Introns are non-coding DNA DNA sequences in a gene. They are removed through RNA splicing during maturation of the product of RNA.

Introns are the intragenic region located in the gene. Introns refer to that the sequence of DNA in the gene and the associated sequence of transcripts of RNA. Introns are present in the genes of many eukaryotic species and viruses. They can be found in many genes, including those that produce proteins, ribosomalRNA (rRNA) and transfer transcript RNA (tRNA). However, they are not present in prokaryotes. Introns are found in nuclear proteins that code for protein of jawed invertebrates. However, they are not common in some eukaryotic organisms.

The DNA of jawed vertebrates’ mitochondrial genomes are nearly completely devoid of introns, whereas the genomes of other eukaryotes include numerous introns. When proteins are made that are derived from genes with introns the splicing of RNA is the process of processing RNA that occurs following transcription but before the translation. There are several types of introns according to their sequence analysis, as well as the biochemical and genetic analysis of RNA splicing strategies.

The four most popular types of introns comprise;

  • Spliceosome introns on nuclear protein-coding genes are eliminated by Spliceosomes
  • TRNA introns within archaeal and nuclear tRNA gene which are eliminated by proteins
  • self-splicing introns of group I removed through catalytic RNA synthesis
  • self-splicing group II introns eliminated through catalytic RNA removal

Introns from different species are also eliminated and acquired throughout evolution as seen in various Eukaryotes.

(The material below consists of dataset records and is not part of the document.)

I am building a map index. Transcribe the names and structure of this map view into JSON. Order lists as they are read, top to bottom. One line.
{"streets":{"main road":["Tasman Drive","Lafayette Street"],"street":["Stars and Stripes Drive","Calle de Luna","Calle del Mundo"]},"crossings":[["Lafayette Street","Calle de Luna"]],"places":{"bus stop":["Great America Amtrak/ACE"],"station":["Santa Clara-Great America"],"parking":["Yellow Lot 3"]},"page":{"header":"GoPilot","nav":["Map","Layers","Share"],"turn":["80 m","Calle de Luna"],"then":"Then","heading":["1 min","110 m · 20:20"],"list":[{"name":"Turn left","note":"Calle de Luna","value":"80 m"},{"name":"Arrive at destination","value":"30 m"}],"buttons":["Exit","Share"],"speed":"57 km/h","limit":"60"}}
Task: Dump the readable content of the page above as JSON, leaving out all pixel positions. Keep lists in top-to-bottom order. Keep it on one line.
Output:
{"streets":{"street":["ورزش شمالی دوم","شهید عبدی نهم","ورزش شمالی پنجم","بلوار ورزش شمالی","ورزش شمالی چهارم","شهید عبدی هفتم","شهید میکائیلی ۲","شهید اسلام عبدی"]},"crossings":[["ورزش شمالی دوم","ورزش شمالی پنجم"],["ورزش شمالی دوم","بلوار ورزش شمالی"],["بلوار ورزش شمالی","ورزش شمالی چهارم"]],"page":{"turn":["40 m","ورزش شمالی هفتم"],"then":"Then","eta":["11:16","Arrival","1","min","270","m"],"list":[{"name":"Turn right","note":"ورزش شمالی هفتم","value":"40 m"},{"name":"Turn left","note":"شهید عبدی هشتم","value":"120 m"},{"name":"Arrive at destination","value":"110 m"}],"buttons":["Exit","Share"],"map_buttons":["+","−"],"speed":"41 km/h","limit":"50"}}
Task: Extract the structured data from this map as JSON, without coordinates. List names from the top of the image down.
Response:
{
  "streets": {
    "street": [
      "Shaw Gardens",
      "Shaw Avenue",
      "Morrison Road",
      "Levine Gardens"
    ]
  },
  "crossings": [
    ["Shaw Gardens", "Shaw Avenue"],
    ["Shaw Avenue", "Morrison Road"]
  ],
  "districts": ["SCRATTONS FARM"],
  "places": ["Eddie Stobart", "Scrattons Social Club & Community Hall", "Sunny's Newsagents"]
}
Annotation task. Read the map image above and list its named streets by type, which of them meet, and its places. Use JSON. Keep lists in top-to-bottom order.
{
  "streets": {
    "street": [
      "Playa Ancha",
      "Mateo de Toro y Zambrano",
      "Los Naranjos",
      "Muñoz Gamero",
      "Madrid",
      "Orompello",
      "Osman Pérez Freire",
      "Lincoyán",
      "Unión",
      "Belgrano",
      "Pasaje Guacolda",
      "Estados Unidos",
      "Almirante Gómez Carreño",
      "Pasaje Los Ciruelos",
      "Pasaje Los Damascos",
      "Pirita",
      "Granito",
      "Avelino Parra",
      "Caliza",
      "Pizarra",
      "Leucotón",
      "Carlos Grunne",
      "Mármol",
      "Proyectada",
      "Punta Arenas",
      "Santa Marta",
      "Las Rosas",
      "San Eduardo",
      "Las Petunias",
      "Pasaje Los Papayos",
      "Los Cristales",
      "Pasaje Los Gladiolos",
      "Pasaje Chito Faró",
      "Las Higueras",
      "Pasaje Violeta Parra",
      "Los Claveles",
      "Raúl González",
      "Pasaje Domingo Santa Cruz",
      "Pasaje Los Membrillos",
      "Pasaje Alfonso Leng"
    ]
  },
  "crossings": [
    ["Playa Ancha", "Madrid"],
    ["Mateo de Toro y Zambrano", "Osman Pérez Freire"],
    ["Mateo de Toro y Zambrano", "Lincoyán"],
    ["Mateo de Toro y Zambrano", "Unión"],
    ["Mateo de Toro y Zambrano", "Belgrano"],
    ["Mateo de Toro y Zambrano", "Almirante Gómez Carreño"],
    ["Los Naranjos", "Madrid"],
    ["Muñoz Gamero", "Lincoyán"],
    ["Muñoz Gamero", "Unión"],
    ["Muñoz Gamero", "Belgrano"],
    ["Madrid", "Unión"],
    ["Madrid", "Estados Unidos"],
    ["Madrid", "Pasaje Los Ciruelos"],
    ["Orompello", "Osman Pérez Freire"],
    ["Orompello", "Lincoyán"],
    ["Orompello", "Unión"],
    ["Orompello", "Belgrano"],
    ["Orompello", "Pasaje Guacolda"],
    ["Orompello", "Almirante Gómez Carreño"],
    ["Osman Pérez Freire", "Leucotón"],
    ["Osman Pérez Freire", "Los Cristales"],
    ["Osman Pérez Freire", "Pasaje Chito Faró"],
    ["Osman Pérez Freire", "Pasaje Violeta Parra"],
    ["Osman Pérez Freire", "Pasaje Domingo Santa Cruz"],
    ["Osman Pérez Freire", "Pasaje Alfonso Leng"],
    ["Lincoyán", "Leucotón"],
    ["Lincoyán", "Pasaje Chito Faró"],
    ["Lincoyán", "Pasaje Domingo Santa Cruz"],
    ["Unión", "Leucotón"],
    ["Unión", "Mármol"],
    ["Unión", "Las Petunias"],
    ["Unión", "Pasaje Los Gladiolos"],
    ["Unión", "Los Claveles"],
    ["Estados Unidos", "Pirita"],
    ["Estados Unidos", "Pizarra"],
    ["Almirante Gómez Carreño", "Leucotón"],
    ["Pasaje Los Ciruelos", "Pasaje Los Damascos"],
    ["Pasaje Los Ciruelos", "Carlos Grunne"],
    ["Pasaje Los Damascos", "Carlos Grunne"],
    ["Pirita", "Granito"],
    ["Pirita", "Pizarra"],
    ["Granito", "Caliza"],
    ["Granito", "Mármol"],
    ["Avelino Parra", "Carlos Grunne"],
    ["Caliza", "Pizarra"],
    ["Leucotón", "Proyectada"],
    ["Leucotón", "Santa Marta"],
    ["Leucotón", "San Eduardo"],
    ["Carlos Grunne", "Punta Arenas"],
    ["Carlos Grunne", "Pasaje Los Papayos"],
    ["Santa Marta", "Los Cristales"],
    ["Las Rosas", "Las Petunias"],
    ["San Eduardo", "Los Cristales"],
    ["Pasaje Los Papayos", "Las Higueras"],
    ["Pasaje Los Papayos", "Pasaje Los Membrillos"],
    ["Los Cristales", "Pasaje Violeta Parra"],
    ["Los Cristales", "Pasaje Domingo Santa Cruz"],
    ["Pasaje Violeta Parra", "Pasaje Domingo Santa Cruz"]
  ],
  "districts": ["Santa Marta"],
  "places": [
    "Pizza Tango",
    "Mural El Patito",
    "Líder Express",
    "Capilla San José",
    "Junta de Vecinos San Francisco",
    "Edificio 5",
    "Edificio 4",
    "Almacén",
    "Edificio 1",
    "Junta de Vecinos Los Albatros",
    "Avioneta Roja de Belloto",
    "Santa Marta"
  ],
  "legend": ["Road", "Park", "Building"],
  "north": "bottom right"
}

Introns are vital since the proteins are significantly increased by alternative splicing, whereintrons play a role of important functions. Alternative splicing is controlled molecular process that produces many different proteins from one gene within a eukaryotic cell. The rate of expression is significantly enhanced in when introns are present. It is also known that spliced transcripts move more quickly from the nucleus to the cytoplasm than those that are not spliced. But, the presence of introns within the genome may cause problems for some cells because they require a large amount of energy in order to copy and expel them precisely in the proper places using complex spliceosomal procedures.

What is Exons?

Exons are DNA sequences that encode proteins which require codons or other information needed to make proteins.

The term “exon” refers to the expressible region that exists within the genome. The genes of eukaryotes comprised of coding exons, divided by introns that are not coding. In RNA splicing, introns in between the exons get removed in order to link two different introns, which then encode messages RNA. The complete set of exons within the genomes of organisms is known as the exosome. For genes that encode proteins, exons comprise both the protein-coding sequence , as well as the 5 3′ and ‘untranslated’ regions. When these genes are transscribed and transcribed, the resulting RNA contains both introns and exons. Introns are removed through RNA splicing. This results in mature MRNAs.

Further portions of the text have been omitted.